The DHS regulations prohibit any employee or former employee of the Department from providing, "in connection with any litigation," "oral or written testimony by deposition, declaration, affidavit, or otherwise concerning any information acquired while such person is or was an employee of the Department . . . unless authorized to do so by the Office of General Counsel." 6 C.F.R. § 5.44(a). Litigation is defined to include criminal prosecutions initiated by the Government. Id. § 5.41(d) (defining "litigation"). Summonses addressed to a DHS employee must be served on the Office of General Counsel. Id. § 5.42(a). With the subpoena, the requesting party must include a written statement that, "with as much specificity as possible," states "the nature and relevance of the official information sought"; the employee, if authorized to testify, will only testify as to "matters which were specified in writing." Id. § 5.45(a). When the demand is due before the Department has made a determination, the Department appoints the US Attorney's office to represent it and request a stay, id. § 5.46; if the ruling of the court is adverse to the department (e.g., if the court refuses to stay the proceedings to give the Department more time), "the employee on whom the demand has been made shall respectfully decline to comply." Id. § 5.47. Touhy suggests that the Court cannot hold the employee in contempt for this refusal.

In considering a request under the regulations, the Department considers a number of factors, including (1) whether compliance would be unduly burdensome, (2) whether compliance is appropriate under the relevant substantive law, (3) the public interest, (4) whether the disclosure would violate the law, and (5) whether disclosure would reveal classified or otherwise privileged information. Id. § 5.48.

III. Review of Departments' Touhy Determinations

There is much controversy about what happens when an agency decides that it will not produce documents or an employee under its own regulations. Some courts have refused to review the decision, and those that say that the decisions are reviewable have not been consistent in the type of review used. Below, we review the First Circuit's precedent on this matter and then examine the specific question of Touhy regulations in criminal cases.

A. The First Circuit's Touhy Cases

The First Circuit has only cited Touhy five times. In its earliest opinions, it reserved the question of whether the Government's Touhy determinations were reviewable at all. For example, in Giza v. Sec. of Health, Educ., & Welfare, 628 F.2d 748 (1st Cir. 1980), the Circuit reviewed a district court's decision refusing to compel an FDA employee's testimony in a state-court case.

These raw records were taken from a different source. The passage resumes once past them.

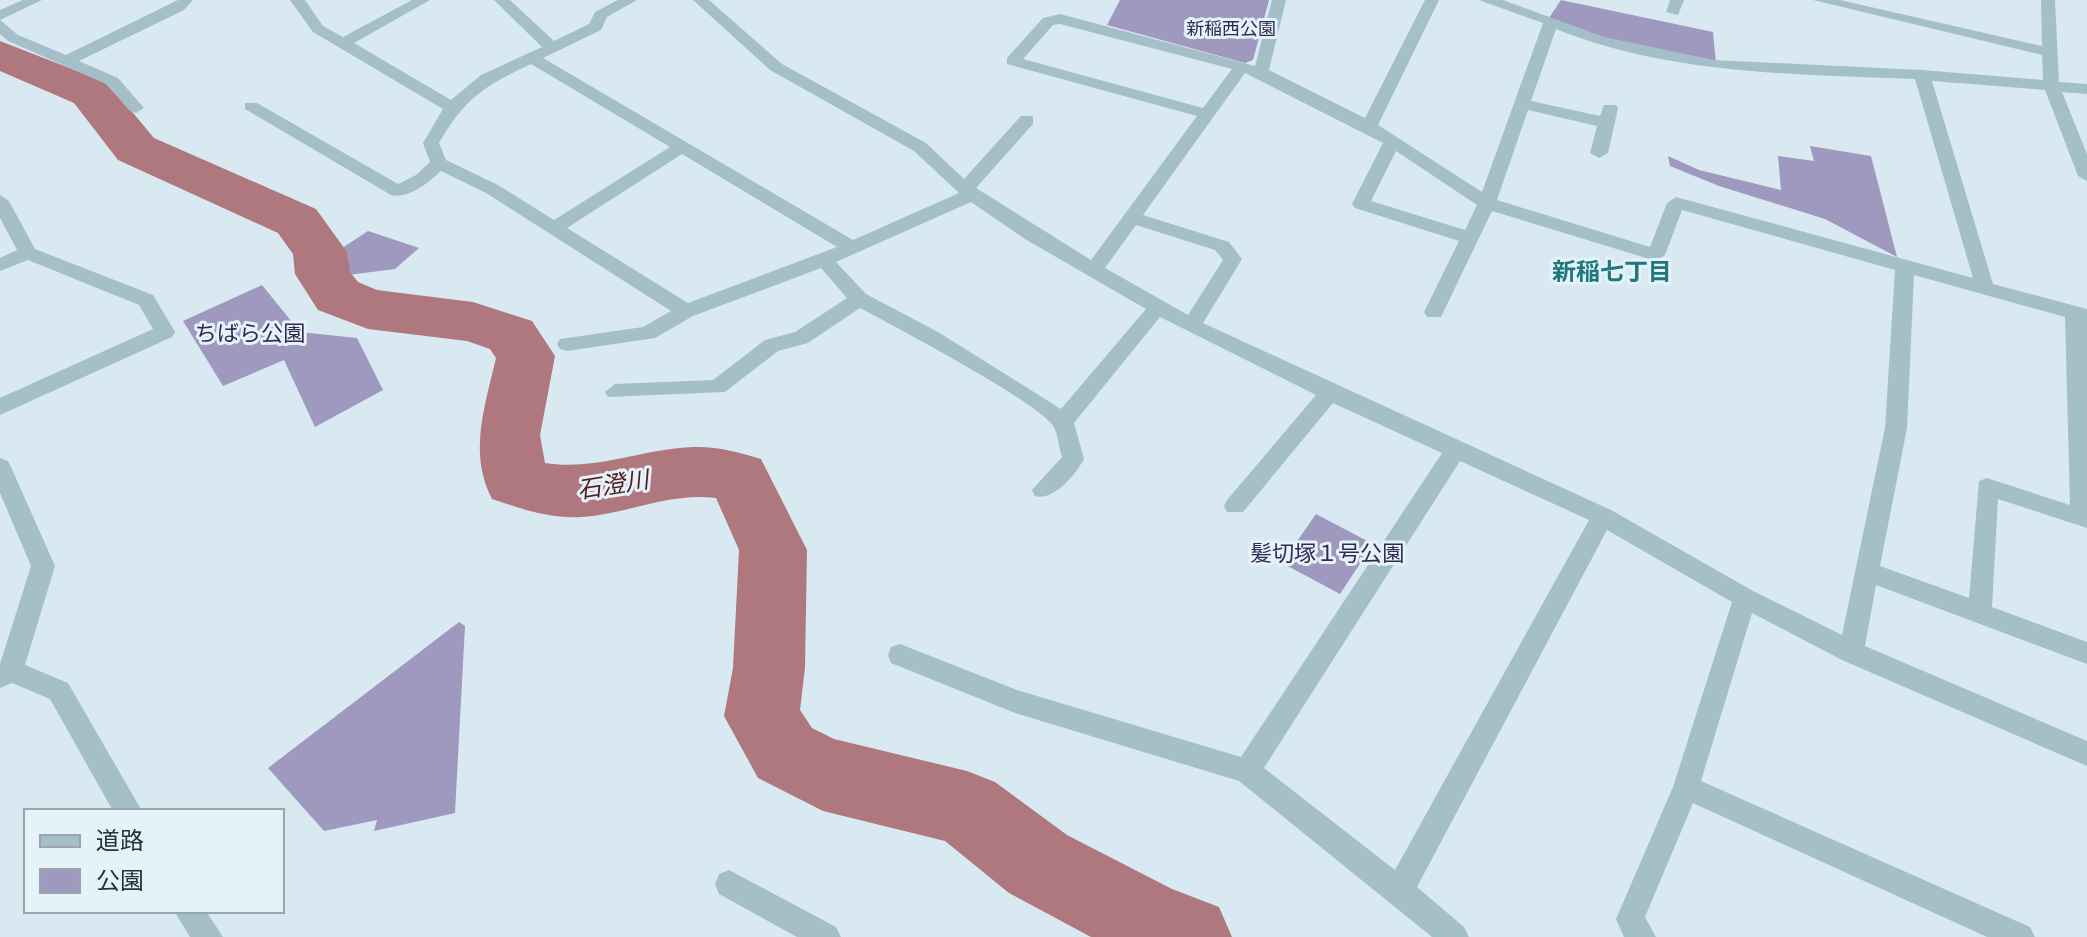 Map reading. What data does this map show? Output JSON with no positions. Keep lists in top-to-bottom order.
{
  "districts": ["新稲七丁目"],
  "water": ["石澄川"],
  "parks": ["新稲西公園", "ちばら公園", "髪切塚１号公園"],
  "legend": ["道路", "公園"]
}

Finding that the plaintiffs had not stated a valid jurisdictional basis for their request, the Circuit refused to conclude that the district court had erred in declining to compel the testimony. See id. at 752. For this reason, the Court refused to rule on the Touhy question. See id. ("It is unnecessary for us to decide when, if ever, it would be appropriate for a federal district court to compel the testimony of a federal officer who has been instructed by the head of his or her executive department not to testify."). Likewise, in Appeal of Sun Pipe Line Co., 831 F.2d 22 (1st Cir. 1987), the Circuit considered the issue of whether a government witness could be compelled to testify in a state-court proceeding. Again, the Circuit decided the case on different grounds, but this time it noted two possible ways a federal court could deal with a Department's refusal to comply with a state-litigation related subpoena: it could follow the Government's suggestion and rule that the decision was committed "to the agency's unfettered discretion," or it could review the agency's decision for arbitrariness under the Administrative Procedures Act. Id. at 25-26.

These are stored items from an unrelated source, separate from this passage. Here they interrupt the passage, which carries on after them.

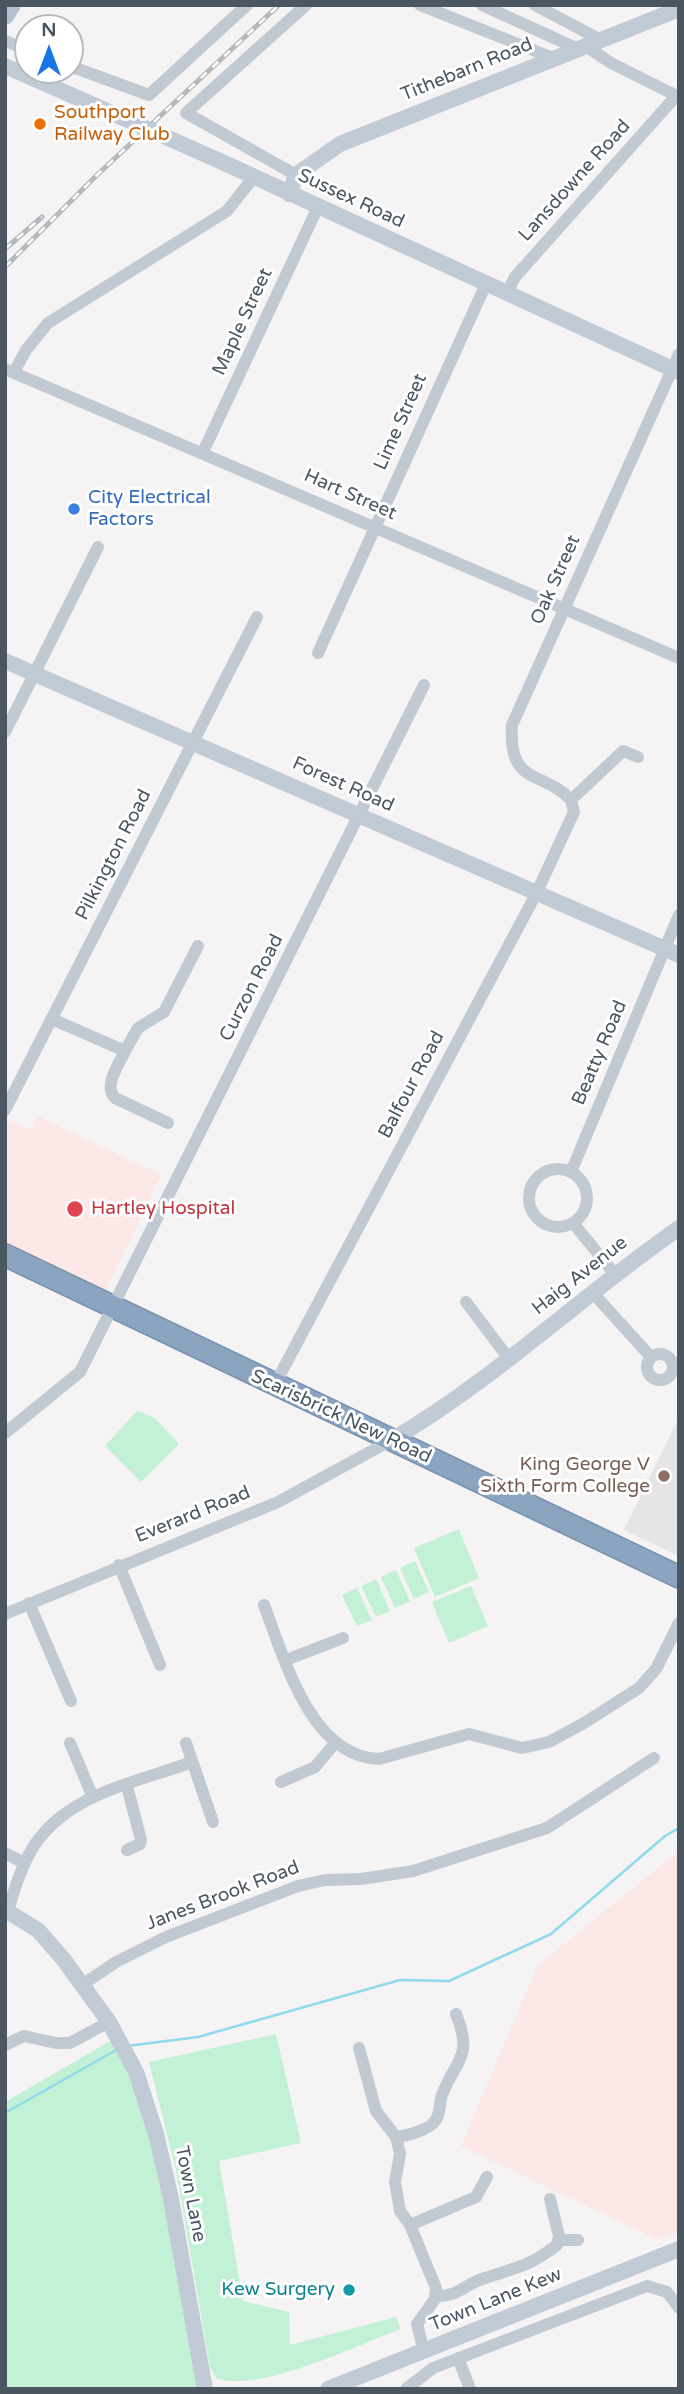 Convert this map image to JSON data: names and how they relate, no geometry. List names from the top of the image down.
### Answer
{
  "streets": {
    "highway": ["Scarisbrick New Road"],
    "street": [
      "Tithebarn Road",
      "Lansdowne Road",
      "Sussex Road",
      "Maple Street",
      "Lime Street",
      "Hart Street",
      "Oak Street",
      "Forest Road",
      "Pilkington Road",
      "Curzon Road",
      "Beatty Road",
      "Balfour Road",
      "Haig Avenue",
      "Everard Road",
      "Janes Brook Road",
      "Town Lane",
      "Town Lane Kew"
    ]
  },
  "crossings": [
    ["Lansdowne Road", "Sussex Road"],
    ["Sussex Road", "Maple Street"],
    ["Sussex Road", "Lime Street"],
    ["Sussex Road", "Oak Street"],
    ["Maple Street", "Hart Street"],
    ["Lime Street", "Hart Street"],
    ["Hart Street", "Oak Street"],
    ["Oak Street", "Balfour Road"],
    ["Forest Road", "Pilkington Road"],
    ["Forest Road", "Curzon Road"],
    ["Forest Road", "Beatty Road"],
    ["Forest Road", "Balfour Road"],
    ["Curzon Road", "Scarisbrick New Road"],
    ["Balfour Road", "Scarisbrick New Road"],
    ["Haig Avenue", "Scarisbrick New Road"],
    ["Haig Avenue", "Everard Road"],
    ["Scarisbrick New Road", "Everard Road"],
    ["Janes Brook Road", "Town Lane"]
  ],
  "places": [
    "Southport Railway Club",
    "City Electrical Factors",
    "Hartley Hospital",
    "King George V Sixth Form College",
    "Kew Surgery"
  ],
  "north": "top"
}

More recently, the First Circuit has definitively answered the question, at least in the context of cases where the United States is not an actual party to any preexisting federal-court litigation. In Puerto Rico v. United States, 490 F.3d 50 (1st Cir. 2007), the Puerto Rico Department of Justice (PRDOJ) initiated a criminal investigation of some of the FBI's activities on the island. As part of this investigation, PRDOJ issued subpoenas to the FBI, which the FBI partially refused to honor. PRDOJ then filed suit in federal district court to enforce the subpoenas. The district court quashed the subpoenas and PRDOJ appealed. The Circuit first observed that in order to enforce the subpoenas against the Government, the Government must have waived its sovereign immunity; otherwise, review of the Government's decision was precluded. Id. at 57. Because the Government was not a party to any litigation with PRDOJ, the Circuit concluded that the only waiver that PRDOJ could reasonably assert was the Administrative Procedures Act, which waives the Government's sovereign immunity in certain cases. See id. at 60 ("[W]e conclude that the judicial review provided by the APA for the denial of information by a federal agency is compatible with Puerto Rico's sovereign authority under the Constitution for the enforcement of its criminal laws."); see also 5 U.S.C. § 702 (providing judicial review under the APA under certain circumstances). That is, "to obtain federal judicial review of a federal agency's refusal to release information, 'a state-court litigant must request the documents from the federal agency pursuant to the agency's regulations' and . . . if 'the agency refuses to produce the requested documents, the sole remedy for the state-court litigant is to file a collateral action under the APA.'" Id. at 61 n.6 (quoting Houston Business Journal, Inc. v. Office of the Comptroller of Currency, 86 F.3d 1208, 1212 (D.C. Cir. 1996)).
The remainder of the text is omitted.